Proteins That Regulate Gene with Critical Role in FSHD Development Identified in Study
by |
Researchers identified proteins that regulate DUX4, the key gene in facioscapulohumeral muscular dystrophy (FSHD). The results offer a potential therapeutic pathway, they believe.
The study, “NuRD and CAF-1-mediated silencing of the D4Z4 array is modulated by DUX4-induced MBD3L proteins,” appeared in the journal eLife.
While healthy people have 11 or more copies of DUX4, people with FSHD have 10 or less.

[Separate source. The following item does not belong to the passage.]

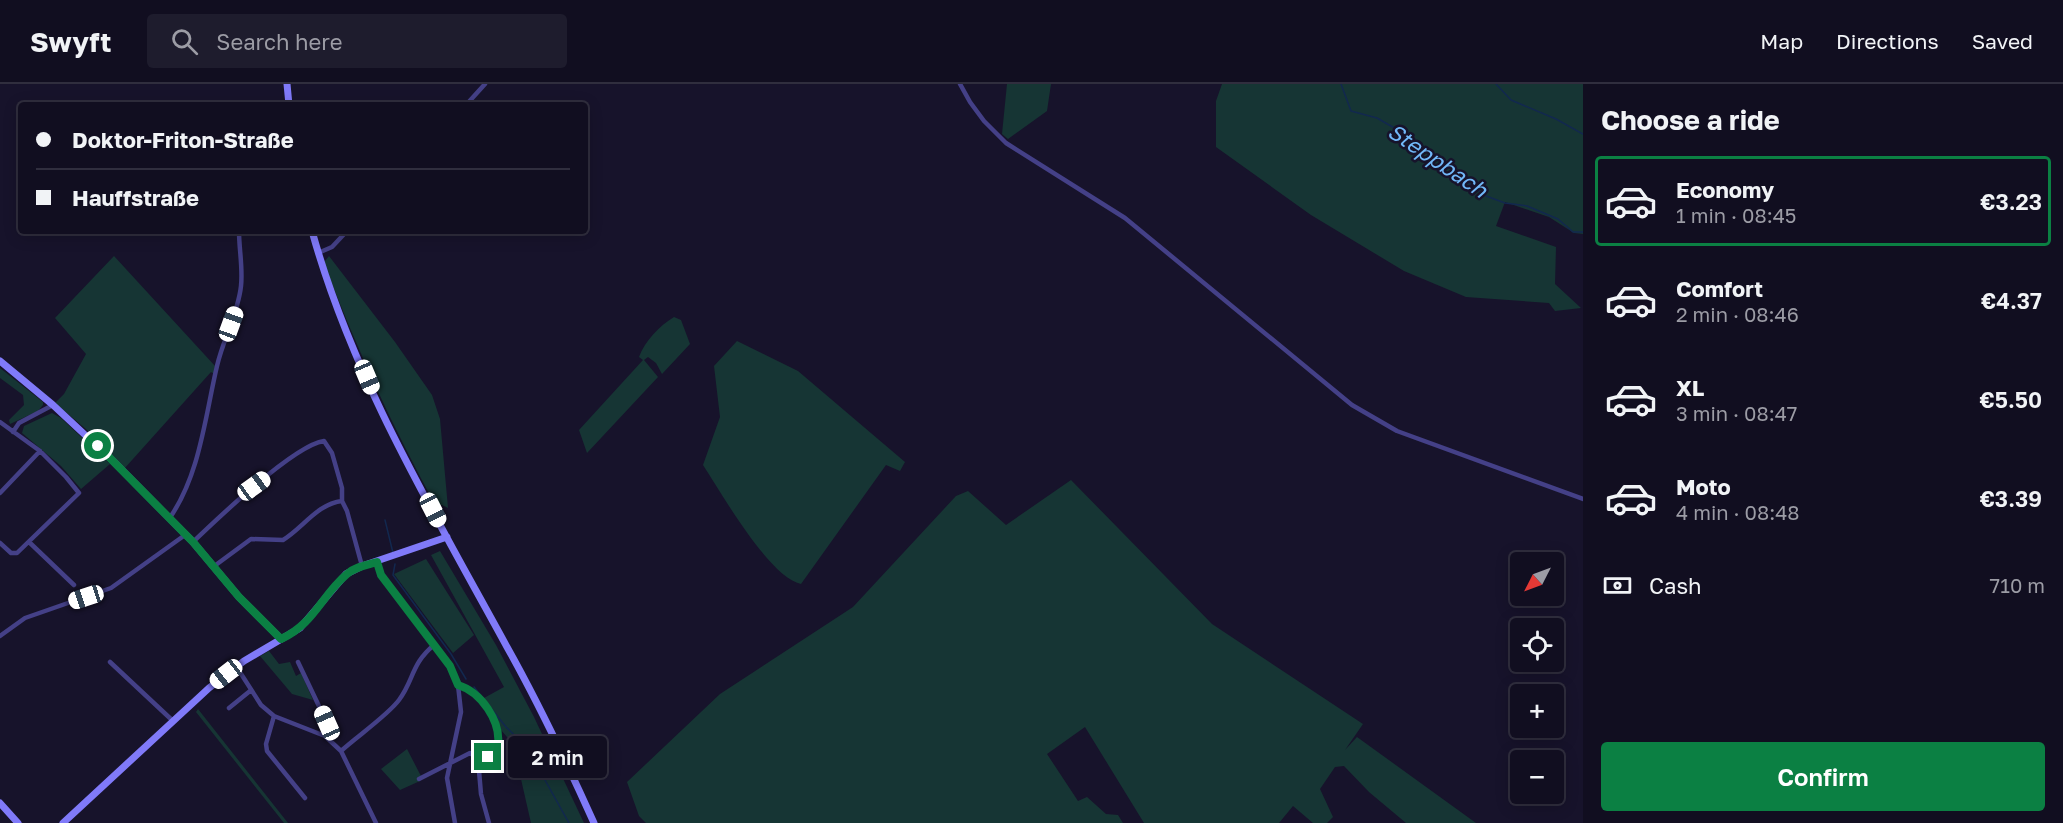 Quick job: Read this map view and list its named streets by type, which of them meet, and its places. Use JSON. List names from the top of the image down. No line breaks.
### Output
{"water":["Steppbach"],"north":"bottom left","page":{"header":"Swyft","search":"Search here","nav":["Map","Directions","Saved"],"heading":"Choose a ride","banner":["Doktor-Friton-Straße","Hauffstraße"],"list":[{"name":"Economy","note":"1 min · 08:45","value":"€3.23"},{"name":"Comfort","note":"2 min · 08:46","value":"€4.37"},{"name":"XL","note":"3 min · 08:47","value":"€5.50"},{"name":"Moto","note":"4 min · 08:48","value":"€3.39"}],"map_buttons":["+","−"],"pay":["Cash","710 m"],"buttons":"Confirm","bubble":"2 min"}}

DUX4 is normally only active during very early embryonic development, but in FSHD patients, thanks to the fewer copies, the gene later reactivates and selectively destroys muscle cells.
Aiming to explore ways to shut DUX4 off again in FSHD patients, researchers at the Fred Hutchinson Cancer Research Center used a technique based on the gene editing strategy CRISPR to identify proteins that bind to DUX4 and its neighboring DNA.
This approach led the researchers to find two large groups of proteins involved in suppressing DUX4 in muscle and embryonic stem cells when its time for it to be shut off, known as NuRD and CAF-1. Next, the scientists discovered another protein that stops these repressors, called MBD3L2. They suggest this protein could be a new therapeutic target for FSHD – the most common form of muscular dystrophy.
“Together, these findings provide the basis for therapies directed at repressing DUX4 in FSHD and reveal a mechanism for the regulation of DUX4 in stem cells,” the investigators wrote.
Although the researchers still do not know why reactivated DUX4 specifically damages skeletal muscle, they hypothesize that the unique composition of muscle fibers may hold the answer.
Muscle fibers are made of many muscle cells, but the cells are fused together. Their nuclei, which contains DNA, are also bundled together. The investigators believe that, in FSHD, the lack of barriers separating cells allow the damage caused by DUX4 reactivation to spread along the muscle fiber. As support, they note that the destructive effects of DUX4 reactivation in other types of cells are confined within one cell and are not transmitted to others.
“The environment is able to compensate for the loss of a single cell,” Amy Campbell, PhD, the study’s first author, said in a press release. “Whereas in a muscle, you’re affecting these large muscle fibers that maybe can’t catch up.”
The scientists now wonder if MBD3L2 works to help switch DUX4 back on, but might also play a key role in its destructive spread through muscle fibers and in FSHD progression.
“If the spreading from nucleus to nucleus is the basis of progression, then blocking the spreading by blocking MBD3L2 could slow down progression,” said Stephen Tapscott, MD, PhD, the study’s senior author.
The researchers also want to find if the MBD3L2 protein is involved in normal embryonic development, in addition to its role in FSHD muscle cells.
The recently suggested role of DUX4 in rare forms of leukemia and sarcoma will also be addressed. They will try to discover if DUX4 acts in cancer the same way it does in FSHD.